## Problem
Every entry in the data below needs to be repeated exactly.

## Data shown
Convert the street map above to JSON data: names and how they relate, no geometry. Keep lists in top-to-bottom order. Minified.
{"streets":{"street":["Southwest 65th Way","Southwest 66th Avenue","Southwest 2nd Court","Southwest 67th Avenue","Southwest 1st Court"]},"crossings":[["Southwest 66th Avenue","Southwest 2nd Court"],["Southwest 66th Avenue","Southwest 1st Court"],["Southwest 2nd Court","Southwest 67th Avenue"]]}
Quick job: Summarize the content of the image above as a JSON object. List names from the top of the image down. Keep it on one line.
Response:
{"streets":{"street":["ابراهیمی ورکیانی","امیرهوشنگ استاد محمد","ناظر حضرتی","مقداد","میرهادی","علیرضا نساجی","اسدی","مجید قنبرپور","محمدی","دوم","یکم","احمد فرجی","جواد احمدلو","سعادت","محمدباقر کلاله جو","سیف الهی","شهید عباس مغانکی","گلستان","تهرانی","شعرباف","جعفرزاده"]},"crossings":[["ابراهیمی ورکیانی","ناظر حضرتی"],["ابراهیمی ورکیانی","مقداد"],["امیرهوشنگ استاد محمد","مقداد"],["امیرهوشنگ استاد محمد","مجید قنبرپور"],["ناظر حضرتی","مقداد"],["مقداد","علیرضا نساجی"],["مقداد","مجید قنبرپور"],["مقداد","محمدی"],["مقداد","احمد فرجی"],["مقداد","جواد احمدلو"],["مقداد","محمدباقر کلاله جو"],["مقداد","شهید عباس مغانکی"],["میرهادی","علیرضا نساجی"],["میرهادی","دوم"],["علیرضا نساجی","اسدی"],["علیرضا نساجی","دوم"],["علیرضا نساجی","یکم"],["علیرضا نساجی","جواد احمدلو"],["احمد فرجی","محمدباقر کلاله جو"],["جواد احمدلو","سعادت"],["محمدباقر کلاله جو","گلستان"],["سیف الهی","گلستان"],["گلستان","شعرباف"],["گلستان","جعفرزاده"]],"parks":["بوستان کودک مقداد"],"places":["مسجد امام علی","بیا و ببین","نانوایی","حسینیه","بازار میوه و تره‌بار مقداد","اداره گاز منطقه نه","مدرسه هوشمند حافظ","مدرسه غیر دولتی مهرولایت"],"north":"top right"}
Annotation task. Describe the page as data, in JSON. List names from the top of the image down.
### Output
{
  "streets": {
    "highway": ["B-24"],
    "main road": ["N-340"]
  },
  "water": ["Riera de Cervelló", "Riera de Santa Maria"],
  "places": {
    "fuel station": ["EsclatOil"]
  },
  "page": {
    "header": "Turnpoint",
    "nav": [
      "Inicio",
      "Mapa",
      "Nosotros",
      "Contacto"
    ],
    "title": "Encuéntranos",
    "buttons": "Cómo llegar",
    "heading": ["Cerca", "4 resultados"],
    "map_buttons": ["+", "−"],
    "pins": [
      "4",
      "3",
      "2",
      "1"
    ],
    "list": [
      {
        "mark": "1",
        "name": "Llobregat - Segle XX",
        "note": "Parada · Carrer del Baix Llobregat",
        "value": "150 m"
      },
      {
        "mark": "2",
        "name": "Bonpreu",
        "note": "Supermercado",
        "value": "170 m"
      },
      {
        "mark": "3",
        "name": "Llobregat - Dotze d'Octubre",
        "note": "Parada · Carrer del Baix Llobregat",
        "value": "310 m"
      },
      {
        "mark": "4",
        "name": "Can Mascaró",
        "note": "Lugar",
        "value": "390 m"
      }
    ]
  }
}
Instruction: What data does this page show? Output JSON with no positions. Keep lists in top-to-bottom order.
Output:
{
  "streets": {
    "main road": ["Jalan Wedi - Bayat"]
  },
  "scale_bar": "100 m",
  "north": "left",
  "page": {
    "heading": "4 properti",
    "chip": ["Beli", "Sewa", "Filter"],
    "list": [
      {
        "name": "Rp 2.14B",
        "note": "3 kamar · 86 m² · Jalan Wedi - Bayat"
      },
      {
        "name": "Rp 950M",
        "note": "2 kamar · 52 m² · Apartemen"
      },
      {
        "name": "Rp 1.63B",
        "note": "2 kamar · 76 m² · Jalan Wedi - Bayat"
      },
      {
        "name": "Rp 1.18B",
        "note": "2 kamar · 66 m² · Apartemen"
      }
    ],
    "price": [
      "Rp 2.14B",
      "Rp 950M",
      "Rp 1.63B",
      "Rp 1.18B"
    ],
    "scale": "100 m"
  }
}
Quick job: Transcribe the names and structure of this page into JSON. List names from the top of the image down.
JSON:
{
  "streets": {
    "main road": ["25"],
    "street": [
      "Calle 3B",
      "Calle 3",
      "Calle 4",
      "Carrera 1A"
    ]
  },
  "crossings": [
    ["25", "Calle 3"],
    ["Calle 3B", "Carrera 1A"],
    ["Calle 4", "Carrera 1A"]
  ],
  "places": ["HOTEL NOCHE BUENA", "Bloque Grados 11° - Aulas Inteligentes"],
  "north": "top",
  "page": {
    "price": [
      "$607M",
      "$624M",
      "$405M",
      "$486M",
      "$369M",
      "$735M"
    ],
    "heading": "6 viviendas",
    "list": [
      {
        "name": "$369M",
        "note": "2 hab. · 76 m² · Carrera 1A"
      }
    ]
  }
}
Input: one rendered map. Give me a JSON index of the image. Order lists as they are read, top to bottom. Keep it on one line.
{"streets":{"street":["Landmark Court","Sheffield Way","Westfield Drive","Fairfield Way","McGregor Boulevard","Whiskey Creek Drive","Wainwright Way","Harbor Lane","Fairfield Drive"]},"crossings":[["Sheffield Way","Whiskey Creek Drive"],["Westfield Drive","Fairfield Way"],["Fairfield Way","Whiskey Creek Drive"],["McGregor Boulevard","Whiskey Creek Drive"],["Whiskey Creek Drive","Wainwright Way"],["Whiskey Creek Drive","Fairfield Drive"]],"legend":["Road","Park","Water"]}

## Problem solution
Convert the street map above to JSON data: names and how they relate, no geometry. Keep lists in top-to-bottom order. Minified.
{"streets":{"street":["Southwest 65th Way","Southwest 66th Avenue","Southwest 2nd Court","Southwest 67th Avenue","Southwest 1st Court"]},"crossings":[["Southwest 66th Avenue","Southwest 2nd Court"],["Southwest 66th Avenue","Southwest 1st Court"],["Southwest 2nd Court","Southwest 67th Avenue"]]}
Quick job: Summarize the content of the image above as a JSON object. List names from the top of the image down. Keep it on one line.
Response:
{"streets":{"street":["ابراهیمی ورکیانی","امیرهوشنگ استاد محمد","ناظر حضرتی","مقداد","میرهادی","علیرضا نساجی","اسدی","مجید قنبرپور","محمدی","دوم","یکم","احمد فرجی","جواد احمدلو","سعادت","محمدباقر کلاله جو","سیف الهی","شهید عباس مغانکی","گلستان","تهرانی","شعرباف","جعفرزاده"]},"crossings":[["ابراهیمی ورکیانی","ناظر حضرتی"],["ابراهیمی ورکیانی","مقداد"],["امیرهوشنگ استاد محمد","مقداد"],["امیرهوشنگ استاد محمد","مجید قنبرپور"],["ناظر حضرتی","مقداد"],["مقداد","علیرضا نساجی"],["مقداد","مجید قنبرپور"],["مقداد","محمدی"],["مقداد","احمد فرجی"],["مقداد","جواد احمدلو"],["مقداد","محمدباقر کلاله جو"],["مقداد","شهید عباس مغانکی"],["میرهادی","علیرضا نساجی"],["میرهادی","دوم"],["علیرضا نساجی","اسدی"],["علیرضا نساجی","دوم"],["علیرضا نساجی","یکم"],["علیرضا نساجی","جواد احمدلو"],["احمد فرجی","محمدباقر کلاله جو"],["جواد احمدلو","سعادت"],["محمدباقر کلاله جو","گلستان"],["سیف الهی","گلستان"],["گلستان","شعرباف"],["گلستان","جعفرزاده"]],"parks":["بوستان کودک مقداد"],"places":["مسجد امام علی","بیا و ببین","نانوایی","حسینیه","بازار میوه و تره‌بار مقداد","اداره گاز منطقه نه","مدرسه هوشمند حافظ","مدرسه غیر دولتی مهرولایت"],"north":"top right"}
Annotation task. Describe the page as data, in JSON. List names from the top of the image down.
### Output
{
  "streets": {
    "highway": ["B-24"],
    "main road": ["N-340"]
  },
  "water": ["Riera de Cervelló", "Riera de Santa Maria"],
  "places": {
    "fuel station": ["EsclatOil"]
  },
  "page": {
    "header": "Turnpoint",
    "nav": [
      "Inicio",
      "Mapa",
      "Nosotros",
      "Contacto"
    ],
    "title": "Encuéntranos",
    "buttons": "Cómo llegar",
    "heading": ["Cerca", "4 resultados"],
    "map_buttons": ["+", "−"],
    "pins": [
      "4",
      "3",
      "2",
      "1"
    ],
    "list": [
      {
        "mark": "1",
        "name": "Llobregat - Segle XX",
        "note": "Parada · Carrer del Baix Llobregat",
        "value": "150 m"
      },
      {
        "mark": "2",
        "name": "Bonpreu",
        "note": "Supermercado",
        "value": "170 m"
      },
      {
        "mark": "3",
        "name": "Llobregat - Dotze d'Octubre",
        "note": "Parada · Carrer del Baix Llobregat",
        "value": "310 m"
      },
      {
        "mark": "4",
        "name": "Can Mascaró",
        "note": "Lugar",
        "value": "390 m"
      }
    ]
  }
}
Instruction: What data does this page show? Output JSON with no positions. Keep lists in top-to-bottom order.
Output:
{
  "streets": {
    "main road": ["Jalan Wedi - Bayat"]
  },
  "scale_bar": "100 m",
  "north": "left",
  "page": {
    "heading": "4 properti",
    "chip": ["Beli", "Sewa", "Filter"],
    "list": [
      {
        "name": "Rp 2.14B",
        "note": "3 kamar · 86 m² · Jalan Wedi - Bayat"
      },
      {
        "name": "Rp 950M",
        "note": "2 kamar · 52 m² · Apartemen"
      },
      {
        "name": "Rp 1.63B",
        "note": "2 kamar · 76 m² · Jalan Wedi - Bayat"
      },
      {
        "name": "Rp 1.18B",
        "note": "2 kamar · 66 m² · Apartemen"
      }
    ],
    "price": [
      "Rp 2.14B",
      "Rp 950M",
      "Rp 1.63B",
      "Rp 1.18B"
    ],
    "scale": "100 m"
  }
}
Quick job: Transcribe the names and structure of this page into JSON. List names from the top of the image down.
JSON:
{
  "streets": {
    "main road": ["25"],
    "street": [
      "Calle 3B",
      "Calle 3",
      "Calle 4",
      "Carrera 1A"
    ]
  },
  "crossings": [
    ["25", "Calle 3"],
    ["Calle 3B", "Carrera 1A"],
    ["Calle 4", "Carrera 1A"]
  ],
  "places": ["HOTEL NOCHE BUENA", "Bloque Grados 11° - Aulas Inteligentes"],
  "north": "top",
  "page": {
    "price": [
      "$607M",
      "$624M",
      "$405M",
      "$486M",
      "$369M",
      "$735M"
    ],
    "heading": "6 viviendas",
    "list": [
      {
        "name": "$369M",
        "note": "2 hab. · 76 m² · Carrera 1A"
      }
    ]
  }
}
Input: one rendered map. Give me a JSON index of the image. Order lists as they are read, top to bottom. Keep it on one line.
{"streets":{"street":["Landmark Court","Sheffield Way","Westfield Drive","Fairfield Way","McGregor Boulevard","Whiskey Creek Drive","Wainwright Way","Harbor Lane","Fairfield Drive"]},"crossings":[["Sheffield Way","Whiskey Creek Drive"],["Westfield Drive","Fairfield Way"],["Fairfield Way","Whiskey Creek Drive"],["McGregor Boulevard","Whiskey Creek Drive"],["Whiskey Creek Drive","Wainwright Way"],["Whiskey Creek Drive","Fairfield Drive"]],"legend":["Road","Park","Water"]}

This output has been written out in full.